Although the two concepts reviewed in this section share common attributes, e.g., they target CD8 and are biased toward IL-2 Rβγ binding, there are also considerable differences and unique features in their molecular designs, in particular, the level of cytokine attenuation, the split computationally generated cytokine mimetic component vs mutated IL-2, as well as the presence of an Fc region for half-life extension and the choice of the anti-CD8 binder via Fab or VHH. It would be interesting to understand the contribution of individual components to the overall efficacy, tolerability, and immunogenicity profiles.

TCR-mediated delivery

To enhance selectivity, novel approaches aim at delivering IL-2 directly to tumor-antigen specific CD8+ T cells or a pre-defined TCR (Figure 3B). CUE-101 (Figure 3B, k) is the first Immuno-STATTM (Selective Targeting and Alteration of T cells) platform that uses TCR engagement via HLA-A *0201-peptide complex. CUE-101 is composed of 2 MHC-peptide complexes, HLA-A *0201 loaded with a peptide epitope derived from the human papilloma virus (HPV)16 E7 protein and four attenuated IL-2 molecules to activate HPV16+ E711–20 specific CD8+ T cells for the treatment of HPV16-driven cancer types.121 Currently, CUE-101 is being evaluated in a Phase 1 dose escalation and expansion study as a monotherapy or in combination with pembrolizumab in patients with HPV+ recurrent/metastatic HNSCC (NCT03978689).

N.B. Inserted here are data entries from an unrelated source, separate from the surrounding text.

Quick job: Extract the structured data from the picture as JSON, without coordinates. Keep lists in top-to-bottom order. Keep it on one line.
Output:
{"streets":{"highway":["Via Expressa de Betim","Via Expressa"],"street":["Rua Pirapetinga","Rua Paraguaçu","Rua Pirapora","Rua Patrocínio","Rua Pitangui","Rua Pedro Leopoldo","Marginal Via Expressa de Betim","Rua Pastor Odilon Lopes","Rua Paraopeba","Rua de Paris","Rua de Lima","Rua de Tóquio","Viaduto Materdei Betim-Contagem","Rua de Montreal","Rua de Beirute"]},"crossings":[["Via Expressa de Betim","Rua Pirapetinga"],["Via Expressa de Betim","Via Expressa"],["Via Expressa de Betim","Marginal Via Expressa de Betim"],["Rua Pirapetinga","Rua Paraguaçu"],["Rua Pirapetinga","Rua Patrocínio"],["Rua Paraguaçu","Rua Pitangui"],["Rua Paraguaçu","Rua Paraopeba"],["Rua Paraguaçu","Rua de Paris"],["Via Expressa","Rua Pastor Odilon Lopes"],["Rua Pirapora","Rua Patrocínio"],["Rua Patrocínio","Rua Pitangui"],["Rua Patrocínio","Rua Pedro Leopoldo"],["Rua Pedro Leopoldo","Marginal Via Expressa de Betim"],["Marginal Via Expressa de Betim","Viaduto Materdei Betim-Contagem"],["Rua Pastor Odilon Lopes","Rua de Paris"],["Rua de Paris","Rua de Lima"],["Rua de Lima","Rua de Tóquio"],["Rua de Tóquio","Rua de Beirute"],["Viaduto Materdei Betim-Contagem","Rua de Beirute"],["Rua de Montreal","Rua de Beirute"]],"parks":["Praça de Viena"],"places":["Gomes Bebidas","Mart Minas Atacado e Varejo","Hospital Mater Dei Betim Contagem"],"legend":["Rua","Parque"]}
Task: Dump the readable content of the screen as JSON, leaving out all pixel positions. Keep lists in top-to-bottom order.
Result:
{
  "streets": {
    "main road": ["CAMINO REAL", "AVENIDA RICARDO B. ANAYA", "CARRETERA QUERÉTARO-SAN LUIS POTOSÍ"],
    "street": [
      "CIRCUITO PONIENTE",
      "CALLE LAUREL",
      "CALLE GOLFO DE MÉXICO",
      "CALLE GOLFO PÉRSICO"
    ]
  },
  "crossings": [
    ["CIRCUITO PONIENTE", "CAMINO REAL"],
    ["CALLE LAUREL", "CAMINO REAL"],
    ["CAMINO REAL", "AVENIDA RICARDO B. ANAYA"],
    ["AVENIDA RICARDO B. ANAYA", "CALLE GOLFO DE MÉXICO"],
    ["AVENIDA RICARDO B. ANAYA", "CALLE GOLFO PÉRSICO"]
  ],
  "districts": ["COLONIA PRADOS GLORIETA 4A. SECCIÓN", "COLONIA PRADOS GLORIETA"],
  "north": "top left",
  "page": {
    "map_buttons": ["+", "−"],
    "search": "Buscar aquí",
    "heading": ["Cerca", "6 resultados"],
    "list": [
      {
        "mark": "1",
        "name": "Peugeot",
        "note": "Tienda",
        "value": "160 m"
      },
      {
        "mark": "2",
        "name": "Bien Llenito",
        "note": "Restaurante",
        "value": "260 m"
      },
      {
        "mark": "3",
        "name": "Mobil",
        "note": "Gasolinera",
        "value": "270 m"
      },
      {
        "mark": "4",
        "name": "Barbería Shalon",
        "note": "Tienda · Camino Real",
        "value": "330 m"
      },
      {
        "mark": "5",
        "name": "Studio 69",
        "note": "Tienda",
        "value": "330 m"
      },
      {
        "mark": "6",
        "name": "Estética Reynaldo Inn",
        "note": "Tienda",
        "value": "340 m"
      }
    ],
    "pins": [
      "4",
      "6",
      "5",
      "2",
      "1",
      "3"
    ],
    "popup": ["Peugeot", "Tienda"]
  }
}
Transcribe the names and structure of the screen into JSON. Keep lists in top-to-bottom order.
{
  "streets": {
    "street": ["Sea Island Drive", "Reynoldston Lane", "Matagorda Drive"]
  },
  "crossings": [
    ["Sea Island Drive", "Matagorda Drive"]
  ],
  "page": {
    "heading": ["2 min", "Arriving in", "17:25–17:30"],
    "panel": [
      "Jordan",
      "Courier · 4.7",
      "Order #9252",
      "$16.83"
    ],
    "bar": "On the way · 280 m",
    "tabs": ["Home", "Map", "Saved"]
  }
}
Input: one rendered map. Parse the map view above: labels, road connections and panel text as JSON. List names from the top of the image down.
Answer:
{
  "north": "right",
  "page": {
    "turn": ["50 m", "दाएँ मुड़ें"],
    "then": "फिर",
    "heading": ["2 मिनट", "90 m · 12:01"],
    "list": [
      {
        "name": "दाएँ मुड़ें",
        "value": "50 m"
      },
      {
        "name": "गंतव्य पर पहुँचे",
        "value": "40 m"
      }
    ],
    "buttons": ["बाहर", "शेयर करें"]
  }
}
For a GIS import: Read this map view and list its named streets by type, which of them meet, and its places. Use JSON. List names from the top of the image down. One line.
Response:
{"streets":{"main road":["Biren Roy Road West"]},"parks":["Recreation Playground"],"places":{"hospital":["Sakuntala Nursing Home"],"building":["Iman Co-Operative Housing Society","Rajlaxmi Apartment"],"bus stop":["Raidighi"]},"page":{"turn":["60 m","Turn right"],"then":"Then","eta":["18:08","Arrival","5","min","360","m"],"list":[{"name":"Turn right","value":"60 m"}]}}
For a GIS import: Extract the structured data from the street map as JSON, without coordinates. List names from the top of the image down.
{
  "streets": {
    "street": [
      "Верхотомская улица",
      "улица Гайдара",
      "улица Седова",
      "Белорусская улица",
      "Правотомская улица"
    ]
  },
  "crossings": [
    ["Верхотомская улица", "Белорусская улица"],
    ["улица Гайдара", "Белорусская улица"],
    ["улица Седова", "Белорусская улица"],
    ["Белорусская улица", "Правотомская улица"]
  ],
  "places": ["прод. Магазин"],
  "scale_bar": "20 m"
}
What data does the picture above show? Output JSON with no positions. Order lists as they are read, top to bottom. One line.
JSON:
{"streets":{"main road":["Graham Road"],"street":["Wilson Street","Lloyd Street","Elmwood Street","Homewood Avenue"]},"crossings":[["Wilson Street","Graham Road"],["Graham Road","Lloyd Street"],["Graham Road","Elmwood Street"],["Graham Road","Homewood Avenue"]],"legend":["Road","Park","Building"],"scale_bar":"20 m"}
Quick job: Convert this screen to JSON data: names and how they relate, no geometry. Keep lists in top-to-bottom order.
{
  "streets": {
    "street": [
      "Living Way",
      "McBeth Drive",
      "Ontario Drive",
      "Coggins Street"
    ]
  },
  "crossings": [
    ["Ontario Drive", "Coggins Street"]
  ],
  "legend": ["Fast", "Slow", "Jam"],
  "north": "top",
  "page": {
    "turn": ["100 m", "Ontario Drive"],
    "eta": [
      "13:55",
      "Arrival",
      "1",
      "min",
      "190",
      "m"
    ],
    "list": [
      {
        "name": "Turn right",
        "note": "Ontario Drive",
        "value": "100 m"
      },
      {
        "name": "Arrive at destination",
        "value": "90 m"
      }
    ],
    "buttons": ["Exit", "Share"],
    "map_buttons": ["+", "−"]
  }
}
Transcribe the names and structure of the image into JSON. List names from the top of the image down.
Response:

While this approach selectively enhances tumor-specific T cell responses, it is also limited to patients carrying the HLA-A *0201 haplotype whose prevalence varies across ethnic groups. Another approach is exemplified by STAR0602 (Figure 3B, l), also known as invikafusp alfa, a bifunctional antibody that monovalently targets germline Vβ6 and Vβ10 TCRs fused at the N-terminal with native IL-2 to selectively deliver IL-2 R agonism to a common tumor-specific T cell subset detected across many cancer types.122 STAR0602 expanded Vβ6+ T cells in non-human primates as well as HPV-specific T cells in an in vitro human tumor organoid model.122 mSTAR1302, the murine surrogate of STAR0602, demonstrated pronounced and durable efficacy in preclinical mouse tumor models.122 STAR0602 is currently being tested in a Phase 1/2 study in patients with advanced solid tumors that are immunogenic, such as tumors with a high mutational burden (TMB-H), microsatellite instability (MSI-H)/DNA mismatch repair (dMMR) or virally associated cancers (NCT05592626). It is of particular relevance to investigate whether preventing systemic activation and expansion of non-tumor specific CD8+ T cell populations may alleviate IL-2-related toxicities and improve the safety profile in the clinical setting while maintaining efficacy via preferential cis targeting.

Targeting of other cytokines: IL-15, IL-21 and IL-12

IL-15

PF-07209960 (Figure 4A, a), also referred to as anti-PD1-IL15m, is a fusion protein comprising a potency-reduced IL-15 mutein conjugated to a bivalent high affinity anti-PD1 antibody at the C-terminal.123 Five mutations were introduced in wt IL-15 to abrogate binding to IL15Rα and reduce the affinity to IL2Rßγ to minimize binding to NK cells. The anti-PD1-IL15m construct demonstrated the capacity to elicit proliferation, activation, and cytotoxicity preferentially in PD-1+ TILs, including both CD4+ and CD8+ subsets. In MC38 and B16F10 murine tumor models, the efficacy of a surrogate molecule was dose-dependent and relying on intra-tumoral CD8+ T cells, while NK cells were dispensable for anti-tumor effects.123 PF-07209960 was tested in a PK/PD and good laboratory practice (GLP) toxicology study, which determined the highest non-severely toxic dose at 0.3 mg/kg/dose.124 The results of PF-07209960 Phase 1 clinical trial highlighted a high anti-drug antibody (ADA) incidence against the PD-1 binder, as well as both IL-15 mutein and endogenous wt IL-15, impacting exposure starting at cycle two and hampering the evaluation of PK/PD properties as well as safety and potentially efficacy.125

Figure 4.

Figure 4.

Cis-targeting of other cytokines: IL-15 R, IL-21 R, IL-12 R agonists. Graphical illustration of A) IL-15 compounds. a) PF-07209960, b) αPD-1-IL-15-R, c) IAP0971, d) PD1/IL15 TaCk, e) SOT201. B) IL-21 compounds, a) amg 256, b) PD-1Ab21 and C) IL-12 compound, PD1-mIl12mut2. Created with BioRender.com.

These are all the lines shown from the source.